Caution is a mistake in modern web servers and apps

November 4, 2016

When I wrote DWiki (the code behind Wandering Thoughts), I made it pretty cautious and conservative about what it accepted instead of rejecting, and how it handled any number of things. POSTs to GET-only URLs, or GETs of POST-only URLs? Rejected with errors. Unexpected query parameters on GETs? Rejected with an error. An If-Modified-Since time that didn't exactly match the resource's current modification timestamp? Well, better declare that a conditional GET miss and give you the full resource (cf). And so on.

If I was doing a web app from scratch today, I wouldn't do that. Send me the wrong sort of operation or a nonsensical one that I don't understand? Send me query parameters I've never heard of? Whatever, have a HTTP redirection to the canonical URL. Maybe this is not what you actually wanted, but if so it's not my problem; you're the one sending the broken request, and I'm giving you an answer that's more useful (to a person) than a 4xx or a 5xx.
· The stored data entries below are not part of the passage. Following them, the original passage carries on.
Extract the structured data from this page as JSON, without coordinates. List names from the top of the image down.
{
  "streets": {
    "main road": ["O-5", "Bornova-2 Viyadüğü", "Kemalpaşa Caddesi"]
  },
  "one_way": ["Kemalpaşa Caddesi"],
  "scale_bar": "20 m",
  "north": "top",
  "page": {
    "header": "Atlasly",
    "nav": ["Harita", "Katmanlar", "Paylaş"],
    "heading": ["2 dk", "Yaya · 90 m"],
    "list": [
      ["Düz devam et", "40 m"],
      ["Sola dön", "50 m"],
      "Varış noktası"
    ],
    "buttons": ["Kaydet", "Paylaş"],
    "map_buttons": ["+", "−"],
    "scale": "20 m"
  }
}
Send me a random If-Modified-Since? I'll do a time-based comparison on it if I can, and if that results in you not realizing there's a new version of the page, well, you could have used an ETag based check instead.
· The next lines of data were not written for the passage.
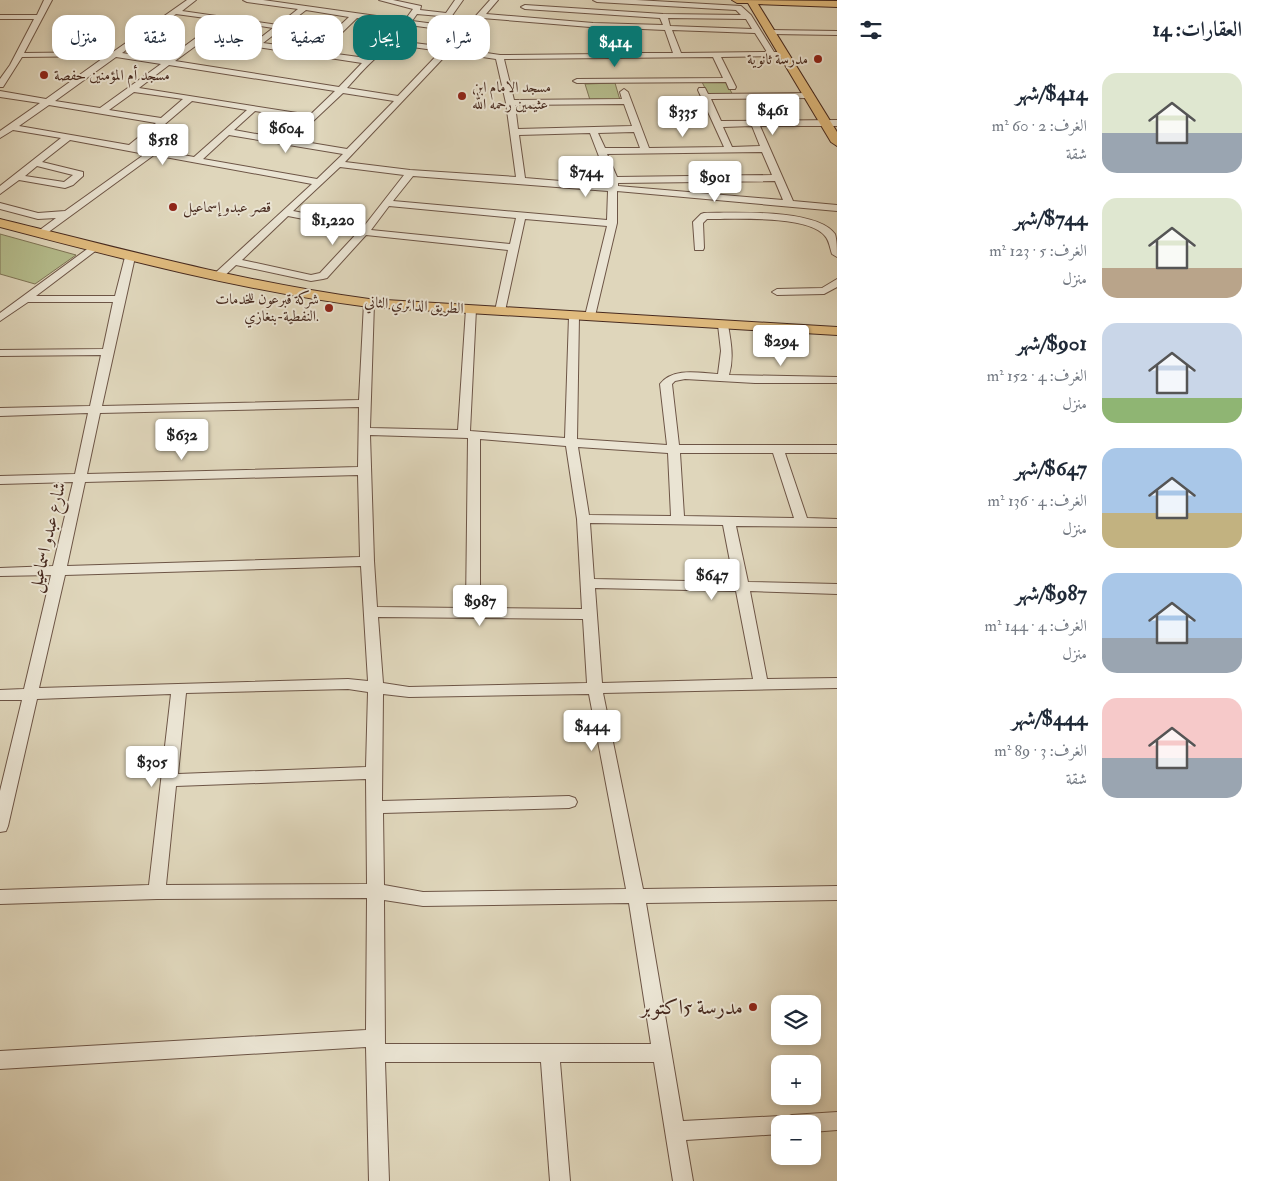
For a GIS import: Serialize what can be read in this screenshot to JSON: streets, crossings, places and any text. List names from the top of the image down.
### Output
{
  "streets": {
    "main road": ["الطريق الدائري الثاني"],
    "street": ["شارع عبدو اسماعيل"]
  },
  "crossings": [
    ["الطريق الدائري الثاني", "شارع عبدو اسماعيل"]
  ],
  "places": [
    "مدرسة ثانوية",
    "مسجد أم المؤمنين حفصة",
    "مسجد الامام ابن عثيمين رحمه الله",
    "قصر عبدو إسماعيل",
    "شركة قبرعون للخدمات النفطية-بنغازي.",
    "مدرسة 5اكتوبر"
  ],
  "page": {
    "heading": "العقارات: 14",
    "chip": [
      "شراء",
      "إيجار",
      "تصفية",
      "جديد",
      "شقة",
      "منزل"
    ],
    "price": [
      "$414",
      "$461",
      "$335",
      "$604",
      "$518",
      "$744",
      "$901",
      "$1,220",
      "$294",
      "$632",
      "$647",
      "$987",
      "$444",
      "$305"
    ],
    "list": [
      {
        "name": "$414/شهر",
        "note": "الغرف: 2 · 60 m² · شقة"
      },
      {
        "name": "$744/شهر",
        "note": "الغرف: 5 · 123 m² · منزل"
      },
      {
        "name": "$901/شهر",
        "note": "الغرف: 4 · 152 m² · منزل"
      },
      {
        "name": "$647/شهر",
        "note": "الغرف: 4 · 136 m² · منزل"
      },
      {
        "name": "$987/شهر",
        "note": "الغرف: 4 · 144 m² · منزل"
      },
      {
        "name": "$444/شهر",
        "note": "الغرف: 3 · 89 m² · شقة"
      }
    ],
    "map_buttons": ["+", "−"]
  }
}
You might wonder why I say this. Well, sadly it's simple. The reality is that on the modern web, being cautious about what you accept is a mistake.
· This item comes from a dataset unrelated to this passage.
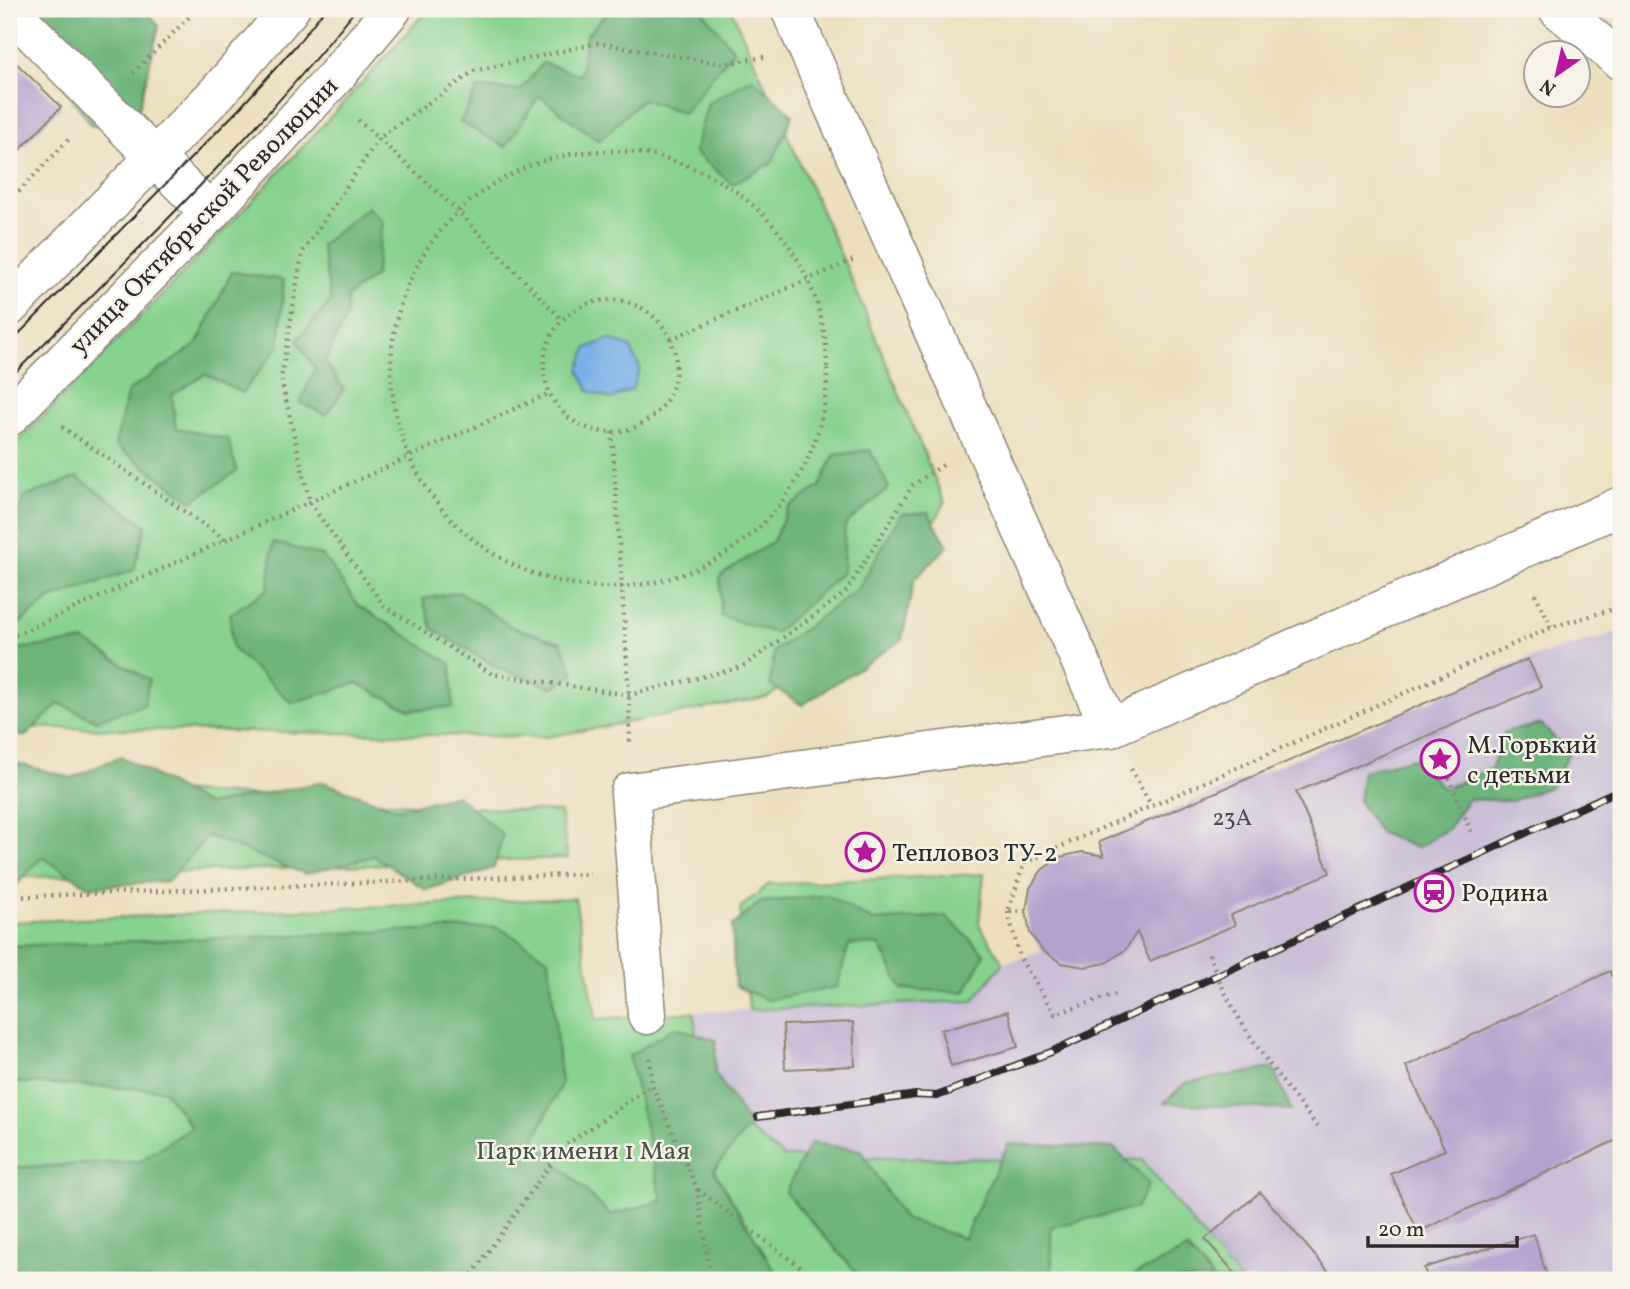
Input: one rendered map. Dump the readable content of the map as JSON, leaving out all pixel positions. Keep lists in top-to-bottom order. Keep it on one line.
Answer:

The modern web is a mess in practice and part of that mess is that people will cheerfully write and distribute software that shoves all sorts of crazy, sloppy, stupid things at your server. Some times it's just an accident, which goes unnoticed and unfixed for the usual reason (namely that almost nothing else notices or complains). Some times it's a deliberate choice because they can usually get away with it and use it for something useful (to them). Some times it's folklore that people are blindly following. And honestly, it doesn't really matter why it happens, just that it does and it affects real software used by real people.

(Some of it is the malicious attempting to attack your server, but so what? Everyone gets attacked all the time on today's Internet.)

As you might guess, there is a precipitating incident that led me to write this entry. To wit, today I saw some POST requests (to GET-only pages) with the content type of text/ping. This is apparently a new (proposed) standard. Yes, really.

I could write a lot here, as I have in the past (I'll spare you links to the entries), but there's no point. I give up. You win, modern web, or more exactly you have simply run everyone over like a giant lawnmower. Given that there are browsers out there implementing this today and sending these POST requests to my pages here, my views are irrelevant.

(With that said, I don't have any plans to change DWiki's current cautious behaviors. That would be more work than just leaving it alone.)


Comments on this page:

Hmm, browsers shouldn't care if the ping request returns an error; the result will be discarded anyway.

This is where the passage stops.